Exercise material:
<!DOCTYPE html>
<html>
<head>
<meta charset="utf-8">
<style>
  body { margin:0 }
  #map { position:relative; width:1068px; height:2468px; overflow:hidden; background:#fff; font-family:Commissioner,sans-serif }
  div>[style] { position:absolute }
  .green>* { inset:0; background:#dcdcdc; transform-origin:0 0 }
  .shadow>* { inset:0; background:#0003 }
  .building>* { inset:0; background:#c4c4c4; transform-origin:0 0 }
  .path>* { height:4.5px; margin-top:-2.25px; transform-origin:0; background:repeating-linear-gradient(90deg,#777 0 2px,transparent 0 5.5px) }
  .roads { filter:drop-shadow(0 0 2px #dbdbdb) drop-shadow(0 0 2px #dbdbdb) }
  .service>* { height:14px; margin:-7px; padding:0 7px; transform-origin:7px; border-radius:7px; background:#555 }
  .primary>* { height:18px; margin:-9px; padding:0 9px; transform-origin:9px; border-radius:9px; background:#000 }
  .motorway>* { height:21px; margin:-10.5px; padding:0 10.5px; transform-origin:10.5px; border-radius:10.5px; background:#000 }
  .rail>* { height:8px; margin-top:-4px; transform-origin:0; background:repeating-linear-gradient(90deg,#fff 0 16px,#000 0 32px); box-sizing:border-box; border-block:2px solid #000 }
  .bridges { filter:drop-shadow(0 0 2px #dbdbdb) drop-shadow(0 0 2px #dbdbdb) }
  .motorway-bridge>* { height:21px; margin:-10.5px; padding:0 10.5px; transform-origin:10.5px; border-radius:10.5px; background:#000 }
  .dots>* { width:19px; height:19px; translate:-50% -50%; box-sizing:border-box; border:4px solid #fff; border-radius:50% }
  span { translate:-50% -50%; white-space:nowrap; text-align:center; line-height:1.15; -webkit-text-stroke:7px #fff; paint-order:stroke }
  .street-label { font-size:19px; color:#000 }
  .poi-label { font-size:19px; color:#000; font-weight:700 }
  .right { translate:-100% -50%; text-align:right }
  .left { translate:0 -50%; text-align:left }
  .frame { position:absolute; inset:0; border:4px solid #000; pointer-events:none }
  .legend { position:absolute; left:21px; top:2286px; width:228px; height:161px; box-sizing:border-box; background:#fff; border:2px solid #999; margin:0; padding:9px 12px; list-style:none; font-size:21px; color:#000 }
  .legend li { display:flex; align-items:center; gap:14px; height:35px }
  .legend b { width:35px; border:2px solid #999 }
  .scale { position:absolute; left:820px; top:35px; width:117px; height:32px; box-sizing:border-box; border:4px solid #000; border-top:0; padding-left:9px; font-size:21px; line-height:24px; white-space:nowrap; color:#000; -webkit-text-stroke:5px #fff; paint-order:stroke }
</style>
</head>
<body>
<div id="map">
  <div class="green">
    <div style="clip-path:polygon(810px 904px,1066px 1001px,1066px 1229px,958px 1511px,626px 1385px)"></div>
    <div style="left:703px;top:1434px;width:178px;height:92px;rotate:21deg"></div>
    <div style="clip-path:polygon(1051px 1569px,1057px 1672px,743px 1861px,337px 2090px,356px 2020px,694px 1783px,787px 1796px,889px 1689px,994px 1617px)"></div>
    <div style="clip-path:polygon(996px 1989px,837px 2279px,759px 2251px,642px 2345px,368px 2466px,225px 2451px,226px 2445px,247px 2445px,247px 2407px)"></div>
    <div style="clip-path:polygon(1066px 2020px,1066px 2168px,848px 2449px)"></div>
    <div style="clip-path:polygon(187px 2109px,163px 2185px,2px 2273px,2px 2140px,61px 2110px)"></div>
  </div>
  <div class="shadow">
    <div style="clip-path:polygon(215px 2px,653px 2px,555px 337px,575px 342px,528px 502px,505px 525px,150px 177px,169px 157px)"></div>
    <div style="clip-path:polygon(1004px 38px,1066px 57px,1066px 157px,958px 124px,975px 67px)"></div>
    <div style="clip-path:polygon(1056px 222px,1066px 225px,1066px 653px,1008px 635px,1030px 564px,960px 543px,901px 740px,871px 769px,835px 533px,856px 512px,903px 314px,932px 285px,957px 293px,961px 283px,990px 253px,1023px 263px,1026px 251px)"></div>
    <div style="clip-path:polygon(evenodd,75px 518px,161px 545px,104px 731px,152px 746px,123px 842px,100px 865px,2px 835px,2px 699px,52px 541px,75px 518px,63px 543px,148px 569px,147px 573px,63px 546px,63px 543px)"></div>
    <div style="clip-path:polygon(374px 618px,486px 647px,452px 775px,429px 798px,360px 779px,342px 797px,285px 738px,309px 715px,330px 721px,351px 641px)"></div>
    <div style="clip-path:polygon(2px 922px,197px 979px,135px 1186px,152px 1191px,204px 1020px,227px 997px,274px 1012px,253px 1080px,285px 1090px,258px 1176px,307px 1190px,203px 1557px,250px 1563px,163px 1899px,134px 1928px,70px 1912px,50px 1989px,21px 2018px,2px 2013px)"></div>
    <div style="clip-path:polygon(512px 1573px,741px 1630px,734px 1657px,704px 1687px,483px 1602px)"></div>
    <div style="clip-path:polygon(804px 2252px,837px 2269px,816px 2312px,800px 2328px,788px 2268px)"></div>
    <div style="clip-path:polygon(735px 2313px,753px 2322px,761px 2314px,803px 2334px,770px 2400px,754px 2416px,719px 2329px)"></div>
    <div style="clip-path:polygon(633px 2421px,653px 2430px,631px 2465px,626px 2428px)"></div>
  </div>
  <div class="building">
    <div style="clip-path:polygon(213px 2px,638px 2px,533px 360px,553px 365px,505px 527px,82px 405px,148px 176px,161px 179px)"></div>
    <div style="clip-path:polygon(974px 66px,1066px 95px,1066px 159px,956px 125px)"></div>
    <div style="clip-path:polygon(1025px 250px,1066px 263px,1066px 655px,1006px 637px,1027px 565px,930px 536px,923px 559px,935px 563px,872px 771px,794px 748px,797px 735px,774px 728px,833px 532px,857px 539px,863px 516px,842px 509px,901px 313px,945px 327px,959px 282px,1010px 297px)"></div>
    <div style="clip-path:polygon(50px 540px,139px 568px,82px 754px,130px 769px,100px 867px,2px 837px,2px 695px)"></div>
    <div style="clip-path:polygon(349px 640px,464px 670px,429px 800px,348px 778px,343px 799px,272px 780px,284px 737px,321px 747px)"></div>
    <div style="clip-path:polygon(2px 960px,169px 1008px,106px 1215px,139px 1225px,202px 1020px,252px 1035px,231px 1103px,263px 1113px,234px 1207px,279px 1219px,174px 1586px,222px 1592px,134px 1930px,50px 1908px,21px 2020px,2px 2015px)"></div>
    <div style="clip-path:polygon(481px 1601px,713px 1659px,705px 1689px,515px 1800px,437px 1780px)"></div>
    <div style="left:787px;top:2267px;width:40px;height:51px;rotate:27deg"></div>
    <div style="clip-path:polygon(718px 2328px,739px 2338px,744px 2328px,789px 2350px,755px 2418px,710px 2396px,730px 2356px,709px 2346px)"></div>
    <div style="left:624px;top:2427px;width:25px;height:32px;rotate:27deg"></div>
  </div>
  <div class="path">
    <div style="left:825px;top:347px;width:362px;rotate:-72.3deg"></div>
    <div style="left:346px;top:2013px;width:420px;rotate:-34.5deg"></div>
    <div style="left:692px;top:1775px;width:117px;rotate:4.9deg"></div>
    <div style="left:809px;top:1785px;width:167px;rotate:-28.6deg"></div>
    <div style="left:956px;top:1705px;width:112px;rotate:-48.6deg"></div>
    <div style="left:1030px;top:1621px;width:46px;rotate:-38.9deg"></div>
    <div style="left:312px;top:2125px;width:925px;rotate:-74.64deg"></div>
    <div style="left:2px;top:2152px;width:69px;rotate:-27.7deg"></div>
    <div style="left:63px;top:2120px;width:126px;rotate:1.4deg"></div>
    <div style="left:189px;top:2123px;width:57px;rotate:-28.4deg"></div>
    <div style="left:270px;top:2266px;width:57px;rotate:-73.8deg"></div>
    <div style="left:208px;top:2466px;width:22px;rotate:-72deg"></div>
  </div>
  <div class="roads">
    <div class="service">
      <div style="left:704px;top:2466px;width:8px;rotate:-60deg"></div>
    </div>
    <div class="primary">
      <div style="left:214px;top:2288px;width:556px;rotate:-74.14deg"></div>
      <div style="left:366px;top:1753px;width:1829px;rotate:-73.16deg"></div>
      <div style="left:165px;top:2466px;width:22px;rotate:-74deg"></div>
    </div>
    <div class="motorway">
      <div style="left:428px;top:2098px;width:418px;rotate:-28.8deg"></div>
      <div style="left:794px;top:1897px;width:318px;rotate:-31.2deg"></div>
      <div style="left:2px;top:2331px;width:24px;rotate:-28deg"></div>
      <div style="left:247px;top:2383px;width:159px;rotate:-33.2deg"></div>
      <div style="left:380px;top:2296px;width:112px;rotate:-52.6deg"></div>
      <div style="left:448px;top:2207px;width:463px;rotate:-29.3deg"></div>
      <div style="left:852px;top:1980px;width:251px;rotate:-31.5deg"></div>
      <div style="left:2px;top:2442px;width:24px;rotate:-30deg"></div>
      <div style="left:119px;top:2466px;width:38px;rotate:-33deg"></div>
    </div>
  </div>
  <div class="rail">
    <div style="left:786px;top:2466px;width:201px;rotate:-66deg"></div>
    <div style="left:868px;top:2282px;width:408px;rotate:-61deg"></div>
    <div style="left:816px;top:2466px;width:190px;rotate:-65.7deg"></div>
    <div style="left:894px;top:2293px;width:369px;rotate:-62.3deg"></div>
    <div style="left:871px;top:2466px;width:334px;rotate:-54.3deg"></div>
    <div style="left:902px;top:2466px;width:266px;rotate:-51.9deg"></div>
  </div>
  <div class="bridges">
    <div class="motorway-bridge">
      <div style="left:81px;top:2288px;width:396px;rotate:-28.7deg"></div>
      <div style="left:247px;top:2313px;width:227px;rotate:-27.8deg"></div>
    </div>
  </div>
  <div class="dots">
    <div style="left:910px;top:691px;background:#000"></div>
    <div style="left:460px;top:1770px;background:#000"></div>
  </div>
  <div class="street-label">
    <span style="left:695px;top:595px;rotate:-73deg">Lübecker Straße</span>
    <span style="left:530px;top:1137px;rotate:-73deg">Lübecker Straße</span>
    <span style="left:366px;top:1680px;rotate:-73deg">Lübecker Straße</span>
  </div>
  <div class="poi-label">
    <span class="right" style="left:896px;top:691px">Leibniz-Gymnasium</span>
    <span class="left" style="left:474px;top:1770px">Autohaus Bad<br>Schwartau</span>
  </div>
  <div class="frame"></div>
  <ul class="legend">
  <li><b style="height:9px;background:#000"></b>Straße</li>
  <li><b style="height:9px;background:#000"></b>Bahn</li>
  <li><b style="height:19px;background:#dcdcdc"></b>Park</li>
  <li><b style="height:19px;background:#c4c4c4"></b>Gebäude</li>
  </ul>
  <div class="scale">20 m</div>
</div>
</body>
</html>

What you need to do:
Look through the material above and print exactly the lines from the one containing "translate:-50% -50%; white-space:nowrap;" to the one containing "display:flex; align-items:center; gap:14px;", both included, and nothing more.

Expected answer:
  span { translate:-50% -50%; white-space:nowrap; text-align:center; line-height:1.15; -webkit-text-stroke:7px #fff; paint-order:stroke }
  .street-label { font-size:19px; color:#000 }
  .poi-label { font-size:19px; color:#000; font-weight:700 }
  .right { translate:-100% -50%; text-align:right }
  .left { translate:0 -50%; text-align:left }
  .frame { position:absolute; inset:0; border:4px solid #000; pointer-events:none }
  .legend { position:absolute; left:21px; top:2286px; width:228px; height:161px; box-sizing:border-box; background:#fff; border:2px solid #999; margin:0; padding:9px 12px; list-style:none; font-size:21px; color:#000 }
  .legend li { display:flex; align-items:center; gap:14px; height:35px }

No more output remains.